Dodonaea hexandra, commonly known as horned hop bush, is a species of plant in the family Sapindaceae and is native to scattered parts of Australia, mostly in the south of South Australia. It is a spreading, dioecious shrub with simple leaves, flowers arranged singly with six stamens, and spherical, three-angled capsules.

==Description==
Dodonaea hexandra is a spreading dioecious shrub that typically grows to a height of up to 60 cm.
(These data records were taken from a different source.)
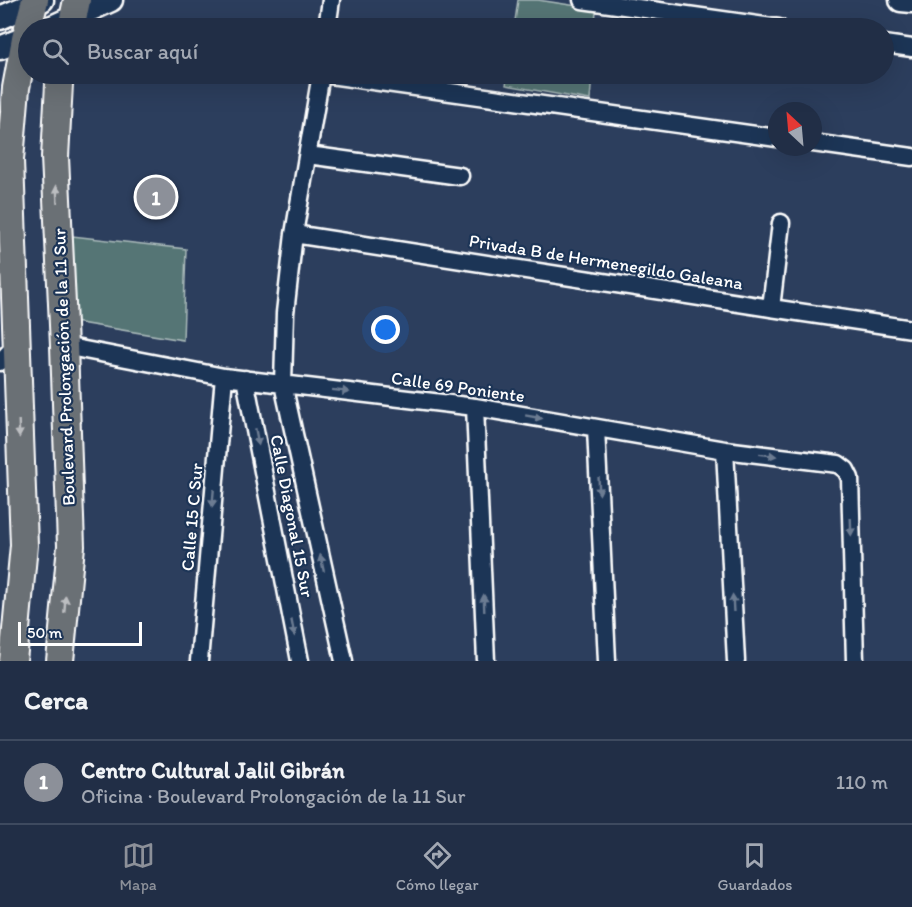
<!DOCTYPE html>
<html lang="es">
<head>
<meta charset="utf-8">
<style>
  :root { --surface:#212e46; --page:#2d3a51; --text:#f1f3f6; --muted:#a2a8b3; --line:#3e4a5f; --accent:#8c9099 }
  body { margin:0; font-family:Itim,sans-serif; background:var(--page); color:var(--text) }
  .compass { position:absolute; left:768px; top:102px; width:54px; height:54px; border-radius:50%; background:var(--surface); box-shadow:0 6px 24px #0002; rotate:334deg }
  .scale { position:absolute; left:18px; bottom:15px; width:124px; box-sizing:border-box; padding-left:6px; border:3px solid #fff; border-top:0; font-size:16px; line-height:21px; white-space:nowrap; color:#fff; -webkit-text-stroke:4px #1d3557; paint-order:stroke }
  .you { position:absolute; left:386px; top:330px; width:21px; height:21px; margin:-15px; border:4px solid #fff; border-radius:50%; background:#1a73e8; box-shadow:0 0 0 9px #1a73e833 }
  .badge { display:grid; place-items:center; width:39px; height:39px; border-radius:50%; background:var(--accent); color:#fff; font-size:20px; font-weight:700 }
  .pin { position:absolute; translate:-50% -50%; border:3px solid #fff; box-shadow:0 2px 6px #0006 }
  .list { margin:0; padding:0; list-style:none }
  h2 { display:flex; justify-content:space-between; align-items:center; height:78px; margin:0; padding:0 24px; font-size:26px }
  h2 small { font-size:20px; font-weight:400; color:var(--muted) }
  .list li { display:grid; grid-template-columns:39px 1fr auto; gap:18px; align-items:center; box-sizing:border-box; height:84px; padding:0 24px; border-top:2px solid var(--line) }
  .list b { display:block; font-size:22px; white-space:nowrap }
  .list p { margin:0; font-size:20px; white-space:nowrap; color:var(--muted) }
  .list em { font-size:20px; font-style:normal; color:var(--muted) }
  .icon { flex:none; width:33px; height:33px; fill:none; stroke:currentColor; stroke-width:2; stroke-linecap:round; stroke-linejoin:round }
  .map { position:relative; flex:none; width:912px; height:661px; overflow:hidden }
  .search { position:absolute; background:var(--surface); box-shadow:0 6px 24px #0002; left:18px; right:18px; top:18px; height:66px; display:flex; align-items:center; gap:15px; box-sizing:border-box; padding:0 21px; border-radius:33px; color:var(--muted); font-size:22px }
  .sheet { height:162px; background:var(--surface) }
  nav { display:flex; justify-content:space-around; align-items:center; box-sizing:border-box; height:84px; border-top:2px solid var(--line); background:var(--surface); font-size:16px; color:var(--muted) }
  nav a { display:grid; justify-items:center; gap:3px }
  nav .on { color:var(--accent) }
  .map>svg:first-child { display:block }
  .green { fill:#557575; stroke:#aababa; stroke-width:1.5 }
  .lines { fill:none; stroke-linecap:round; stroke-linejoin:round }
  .minor-casing { stroke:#fff; stroke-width:21 }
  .secondary-casing { stroke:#fff; stroke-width:27 }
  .primary-casing { stroke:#fff; stroke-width:30 }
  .minor { stroke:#1d3557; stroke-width:16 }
  .secondary { stroke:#1d3557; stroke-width:22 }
  .primary { stroke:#6b6f75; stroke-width:26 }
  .oneway { fill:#bcbec1 }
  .oneway2 { fill:#6c7c92 }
  .labels { text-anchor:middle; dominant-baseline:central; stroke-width:4.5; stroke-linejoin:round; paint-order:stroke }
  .street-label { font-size:18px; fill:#fff; stroke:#1d3557 }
</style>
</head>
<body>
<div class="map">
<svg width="912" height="661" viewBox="0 0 912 661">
  <rect width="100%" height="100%" fill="#2c3e5d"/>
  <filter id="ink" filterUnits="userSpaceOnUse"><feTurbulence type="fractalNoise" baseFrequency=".0167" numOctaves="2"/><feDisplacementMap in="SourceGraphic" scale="12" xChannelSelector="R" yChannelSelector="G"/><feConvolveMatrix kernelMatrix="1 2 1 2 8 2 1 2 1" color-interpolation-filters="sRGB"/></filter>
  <g filter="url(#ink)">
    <path class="green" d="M518 0H538L596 9 595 28H514Z
      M508 74H592L590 100 506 85Z
      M72 236 186 249 183 340 74 322Z"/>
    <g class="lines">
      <g class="minor-casing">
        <path id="minor" d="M582 0 779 28
          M327 28 331 0
          M884 44 912 48
          M321 74 294 234 285 313 283 384 344 661
          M323 74 777 138
          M813 143 912 157
          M308 155 460 176
          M294 234 771 308 912 329
          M771 308 781 223
          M64 346 224 377 475 407 725 450 838 464 846 470 850 478 855 661
          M0 362 16 345
          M245 379 300 661
          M475 407 486 661
          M596 428 607 661
          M725 450 736 661
          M199 661 224 377"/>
      </g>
      <g class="secondary-casing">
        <path id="secondary" d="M901 0 912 1
          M0 18 42 0
          M50 28 111 0
          M0 48 28 37"/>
      </g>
      <g class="primary-casing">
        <path id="primary" d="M71 28 77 0
          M13 661 24 545 10 160 16 88 25 39 35 0
          M60 661 71 546 64 346 55 157 59 84 61 74"/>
      </g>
      <use href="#minor" class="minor"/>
      <use href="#secondary" class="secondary"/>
      <use href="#primary" class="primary"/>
    </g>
    <defs><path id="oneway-solid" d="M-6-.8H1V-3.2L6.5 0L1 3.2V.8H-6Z" transform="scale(1.5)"/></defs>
    <g class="oneway">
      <use href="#oneway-solid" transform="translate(57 194) rotate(-93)"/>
      <use href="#oneway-solid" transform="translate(19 429) rotate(88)"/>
      <use href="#oneway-solid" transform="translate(65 604) rotate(-85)"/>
    </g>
    <g class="oneway2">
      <use href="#oneway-solid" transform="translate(341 391) rotate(7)"/>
      <use href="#oneway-solid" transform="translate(534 417) rotate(10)"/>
      <use href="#oneway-solid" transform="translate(257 437) rotate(79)"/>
      <use href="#oneway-solid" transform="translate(768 455) rotate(7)"/>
      <use href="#oneway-solid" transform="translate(599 486) rotate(87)"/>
      <use href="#oneway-solid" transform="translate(213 498) rotate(95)"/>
      <use href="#oneway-solid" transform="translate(851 527) rotate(88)"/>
      <use href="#oneway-solid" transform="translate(322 563) rotate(-102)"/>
      <use href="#oneway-solid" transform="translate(484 603) rotate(-92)"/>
      <use href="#oneway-solid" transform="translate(733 603) rotate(-93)"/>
      <use href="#oneway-solid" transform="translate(293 628) rotate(79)"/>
    </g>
  </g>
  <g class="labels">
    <g class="street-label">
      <text transform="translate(606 262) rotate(9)">Privada B de Hermenegildo Galeana</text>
      <text transform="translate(64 367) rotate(-92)">Boulevard Prolongación de la 11 Sur</text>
      <text transform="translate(458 387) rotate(8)">Calle 69 Poniente</text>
      <text transform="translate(292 516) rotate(79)">Calle Diagonal 15 Sur</text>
      <text transform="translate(192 517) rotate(-85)">Calle 15 C Sur</text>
    </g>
  </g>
</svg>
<svg class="compass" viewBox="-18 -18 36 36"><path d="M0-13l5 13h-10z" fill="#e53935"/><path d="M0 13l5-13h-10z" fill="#a2a8b3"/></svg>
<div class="scale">50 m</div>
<div class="you"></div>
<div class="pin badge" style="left:156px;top:197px">1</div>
<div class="search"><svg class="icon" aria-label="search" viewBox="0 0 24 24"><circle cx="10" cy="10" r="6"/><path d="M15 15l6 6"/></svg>Buscar aquí</div>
</div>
<section class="sheet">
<h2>Cerca<small></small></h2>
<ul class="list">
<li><span class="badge">1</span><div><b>Centro Cultural Jalil Gibrán</b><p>Oficina · Boulevard Prolongación de la 11 Sur</p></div><em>110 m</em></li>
</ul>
</section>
<nav>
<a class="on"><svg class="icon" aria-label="map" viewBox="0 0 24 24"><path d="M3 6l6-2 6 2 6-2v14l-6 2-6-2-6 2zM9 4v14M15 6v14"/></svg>Mapa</a>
<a><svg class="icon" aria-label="directions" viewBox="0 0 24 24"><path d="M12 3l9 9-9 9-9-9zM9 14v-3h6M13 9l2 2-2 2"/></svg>Cómo llegar</a>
<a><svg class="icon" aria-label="saved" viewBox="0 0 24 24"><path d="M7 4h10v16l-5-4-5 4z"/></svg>Guardados</a>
</nav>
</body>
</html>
Its leaves are simple, sessile, mostly 4–14 mm long and 0.5–2 mm wide. The flowers are borne singly in leaf axils or on the ends of branches on a pedicel 1–2 mm long. The three sepals are egg-shaped, 1.5–3.6 mm long and there are six stamens about the same length as the sepals, the ovary glabrous. Flowering occurs from May to July, and the fruit is a glabrous, three-angled capsule 5–7 mm long and 5–8 mm wide, the appendages often absent, or if present, lobe-like and crust-like, 0.5 mm wide.

==Taxonomy and naming==
Dodonaea hexandra was first formally described in 1855 by Ferdinand von Mueller in his Definitions of rare or hitherto undescribed Australian plants from specimens collected by Johann Friedrich Carl Wilhelmi near Port Lincoln. The specific epithet (hexandra) means 'six stamens'.

==Distribution and habitat==
This species of Dodonaea grows in mallee scrub dominated by tree species in the south of South Australia, the far south of Western Australia, and far north-western Victoria.

==Conservation status==
Dodonaea hexandra is listed as "Priority One" by the Government of Western Australia Department of Biodiversity, Conservation and Attractions, meaning that it is known from only one or a few locations where it is potentially at risk.